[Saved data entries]

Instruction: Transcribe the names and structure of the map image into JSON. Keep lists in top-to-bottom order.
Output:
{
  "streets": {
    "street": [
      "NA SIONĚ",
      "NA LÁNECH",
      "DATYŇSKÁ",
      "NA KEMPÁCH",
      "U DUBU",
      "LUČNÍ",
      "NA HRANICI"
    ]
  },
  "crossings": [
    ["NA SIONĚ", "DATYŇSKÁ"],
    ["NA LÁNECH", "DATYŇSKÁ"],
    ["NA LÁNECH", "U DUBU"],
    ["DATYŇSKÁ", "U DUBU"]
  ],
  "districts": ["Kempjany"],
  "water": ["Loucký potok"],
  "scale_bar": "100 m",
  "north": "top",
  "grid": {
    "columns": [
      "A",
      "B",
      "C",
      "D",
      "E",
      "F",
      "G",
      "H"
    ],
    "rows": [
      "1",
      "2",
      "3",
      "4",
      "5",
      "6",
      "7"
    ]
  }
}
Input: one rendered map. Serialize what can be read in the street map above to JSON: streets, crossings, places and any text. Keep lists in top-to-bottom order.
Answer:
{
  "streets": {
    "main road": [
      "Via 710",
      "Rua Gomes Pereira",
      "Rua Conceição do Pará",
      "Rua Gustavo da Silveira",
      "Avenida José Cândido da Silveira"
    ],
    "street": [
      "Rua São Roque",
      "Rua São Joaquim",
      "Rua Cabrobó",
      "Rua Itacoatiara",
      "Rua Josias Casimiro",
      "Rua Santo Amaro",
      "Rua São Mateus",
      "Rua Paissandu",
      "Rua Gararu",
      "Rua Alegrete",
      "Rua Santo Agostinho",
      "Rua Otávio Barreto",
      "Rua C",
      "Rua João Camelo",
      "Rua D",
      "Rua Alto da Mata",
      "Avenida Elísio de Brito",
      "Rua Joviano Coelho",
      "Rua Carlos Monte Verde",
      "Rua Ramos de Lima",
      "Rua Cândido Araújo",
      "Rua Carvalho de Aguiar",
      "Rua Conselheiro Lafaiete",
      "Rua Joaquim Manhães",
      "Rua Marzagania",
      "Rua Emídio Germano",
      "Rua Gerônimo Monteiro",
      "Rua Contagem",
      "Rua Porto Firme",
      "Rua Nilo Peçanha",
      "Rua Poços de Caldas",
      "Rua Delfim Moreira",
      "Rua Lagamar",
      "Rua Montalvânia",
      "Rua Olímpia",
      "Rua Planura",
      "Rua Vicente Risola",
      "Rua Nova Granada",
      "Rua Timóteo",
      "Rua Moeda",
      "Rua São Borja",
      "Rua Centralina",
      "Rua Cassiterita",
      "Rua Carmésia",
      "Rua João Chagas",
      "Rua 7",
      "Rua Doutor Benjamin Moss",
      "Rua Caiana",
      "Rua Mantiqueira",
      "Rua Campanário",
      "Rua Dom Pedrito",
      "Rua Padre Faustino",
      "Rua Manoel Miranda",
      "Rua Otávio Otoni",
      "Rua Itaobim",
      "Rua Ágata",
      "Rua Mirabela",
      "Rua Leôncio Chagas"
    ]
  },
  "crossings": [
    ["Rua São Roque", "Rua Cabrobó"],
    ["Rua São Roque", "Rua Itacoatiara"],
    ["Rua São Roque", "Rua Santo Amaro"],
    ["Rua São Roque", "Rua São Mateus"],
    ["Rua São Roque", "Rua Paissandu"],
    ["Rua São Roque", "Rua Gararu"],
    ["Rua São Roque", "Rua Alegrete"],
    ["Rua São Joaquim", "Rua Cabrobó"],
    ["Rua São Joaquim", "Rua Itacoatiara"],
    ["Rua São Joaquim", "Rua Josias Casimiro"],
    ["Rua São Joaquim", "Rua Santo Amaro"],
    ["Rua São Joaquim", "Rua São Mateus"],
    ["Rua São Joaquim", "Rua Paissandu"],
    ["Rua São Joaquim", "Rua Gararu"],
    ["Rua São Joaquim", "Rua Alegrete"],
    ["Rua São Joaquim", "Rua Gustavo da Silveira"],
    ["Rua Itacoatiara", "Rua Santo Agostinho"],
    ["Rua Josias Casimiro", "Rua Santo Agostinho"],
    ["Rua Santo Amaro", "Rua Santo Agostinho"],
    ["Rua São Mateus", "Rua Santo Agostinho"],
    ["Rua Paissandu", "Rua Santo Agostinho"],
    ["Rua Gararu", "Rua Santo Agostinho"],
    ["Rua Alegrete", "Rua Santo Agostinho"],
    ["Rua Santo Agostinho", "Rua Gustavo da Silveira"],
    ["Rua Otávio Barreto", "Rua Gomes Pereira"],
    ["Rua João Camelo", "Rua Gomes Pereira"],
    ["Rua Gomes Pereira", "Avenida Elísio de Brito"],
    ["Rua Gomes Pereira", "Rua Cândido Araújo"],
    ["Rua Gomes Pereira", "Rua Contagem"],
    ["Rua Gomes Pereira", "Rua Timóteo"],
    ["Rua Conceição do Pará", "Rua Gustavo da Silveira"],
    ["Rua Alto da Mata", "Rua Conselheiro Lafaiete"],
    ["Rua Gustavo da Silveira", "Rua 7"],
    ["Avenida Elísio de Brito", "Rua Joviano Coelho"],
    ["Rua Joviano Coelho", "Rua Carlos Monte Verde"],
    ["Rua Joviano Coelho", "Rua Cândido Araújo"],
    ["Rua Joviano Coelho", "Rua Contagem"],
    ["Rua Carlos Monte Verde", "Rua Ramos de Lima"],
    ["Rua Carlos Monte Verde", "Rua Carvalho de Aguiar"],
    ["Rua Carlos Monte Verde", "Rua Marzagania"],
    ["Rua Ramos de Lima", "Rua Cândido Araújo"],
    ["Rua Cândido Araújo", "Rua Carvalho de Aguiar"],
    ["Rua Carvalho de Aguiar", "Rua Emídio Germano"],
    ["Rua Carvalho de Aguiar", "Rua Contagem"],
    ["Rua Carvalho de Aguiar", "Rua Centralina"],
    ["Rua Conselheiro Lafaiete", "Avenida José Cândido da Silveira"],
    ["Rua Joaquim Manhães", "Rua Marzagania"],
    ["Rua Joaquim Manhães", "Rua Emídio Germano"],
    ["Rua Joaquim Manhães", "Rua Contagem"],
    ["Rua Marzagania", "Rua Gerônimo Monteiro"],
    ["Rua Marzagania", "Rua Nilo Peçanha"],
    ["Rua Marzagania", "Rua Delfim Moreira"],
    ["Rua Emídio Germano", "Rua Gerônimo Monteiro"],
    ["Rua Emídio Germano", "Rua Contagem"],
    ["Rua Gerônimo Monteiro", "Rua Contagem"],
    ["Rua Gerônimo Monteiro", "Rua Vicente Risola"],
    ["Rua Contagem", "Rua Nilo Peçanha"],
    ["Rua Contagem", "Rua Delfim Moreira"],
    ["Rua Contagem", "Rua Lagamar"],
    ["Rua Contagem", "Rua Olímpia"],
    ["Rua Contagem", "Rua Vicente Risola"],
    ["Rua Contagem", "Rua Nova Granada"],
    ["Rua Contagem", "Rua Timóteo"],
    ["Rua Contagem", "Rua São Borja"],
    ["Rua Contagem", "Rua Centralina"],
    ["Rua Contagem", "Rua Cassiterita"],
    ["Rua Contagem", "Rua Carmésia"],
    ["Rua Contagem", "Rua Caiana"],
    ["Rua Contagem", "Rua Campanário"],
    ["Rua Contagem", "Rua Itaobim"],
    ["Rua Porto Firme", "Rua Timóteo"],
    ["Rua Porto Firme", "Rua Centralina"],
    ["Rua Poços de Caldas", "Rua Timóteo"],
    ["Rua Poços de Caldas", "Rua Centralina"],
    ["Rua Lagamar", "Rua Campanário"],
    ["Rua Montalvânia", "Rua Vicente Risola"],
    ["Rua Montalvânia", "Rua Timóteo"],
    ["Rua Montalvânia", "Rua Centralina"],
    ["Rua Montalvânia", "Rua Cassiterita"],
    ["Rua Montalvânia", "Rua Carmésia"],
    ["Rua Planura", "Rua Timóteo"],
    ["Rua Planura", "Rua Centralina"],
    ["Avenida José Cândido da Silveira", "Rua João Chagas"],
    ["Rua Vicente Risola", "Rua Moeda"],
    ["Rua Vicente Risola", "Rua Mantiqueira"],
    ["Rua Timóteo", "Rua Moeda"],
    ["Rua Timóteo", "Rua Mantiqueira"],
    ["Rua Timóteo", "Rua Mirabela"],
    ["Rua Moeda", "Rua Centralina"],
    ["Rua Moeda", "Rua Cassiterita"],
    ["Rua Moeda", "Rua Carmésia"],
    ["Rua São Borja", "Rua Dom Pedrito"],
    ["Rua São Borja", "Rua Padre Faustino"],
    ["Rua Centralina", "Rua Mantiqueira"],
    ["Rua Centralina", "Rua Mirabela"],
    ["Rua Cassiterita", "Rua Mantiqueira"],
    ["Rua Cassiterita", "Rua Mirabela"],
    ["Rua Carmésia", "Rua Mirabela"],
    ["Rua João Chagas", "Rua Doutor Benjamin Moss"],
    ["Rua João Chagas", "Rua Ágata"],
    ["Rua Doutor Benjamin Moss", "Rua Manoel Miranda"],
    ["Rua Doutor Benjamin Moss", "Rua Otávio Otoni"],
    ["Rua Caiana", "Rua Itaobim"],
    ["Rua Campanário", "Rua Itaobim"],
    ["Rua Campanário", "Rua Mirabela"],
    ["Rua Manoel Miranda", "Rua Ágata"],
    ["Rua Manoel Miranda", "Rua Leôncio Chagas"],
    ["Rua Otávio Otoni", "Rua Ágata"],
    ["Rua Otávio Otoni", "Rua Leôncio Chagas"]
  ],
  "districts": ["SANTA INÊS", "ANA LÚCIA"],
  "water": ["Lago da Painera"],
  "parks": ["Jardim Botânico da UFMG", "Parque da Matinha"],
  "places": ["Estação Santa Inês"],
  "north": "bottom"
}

What you are asked to do: As you read the records above, find each line that contains "Carvalho" and copy it.

Written answer:
      "Rua Carvalho de Aguiar",
    ["Rua Carlos Monte Verde", "Rua Carvalho de Aguiar"],
    ["Rua Cândido Araújo", "Rua Carvalho de Aguiar"],
    ["Rua Carvalho de Aguiar", "Rua Emídio Germano"],
    ["Rua Carvalho de Aguiar", "Rua Contagem"],
    ["Rua Carvalho de Aguiar", "Rua Centralina"],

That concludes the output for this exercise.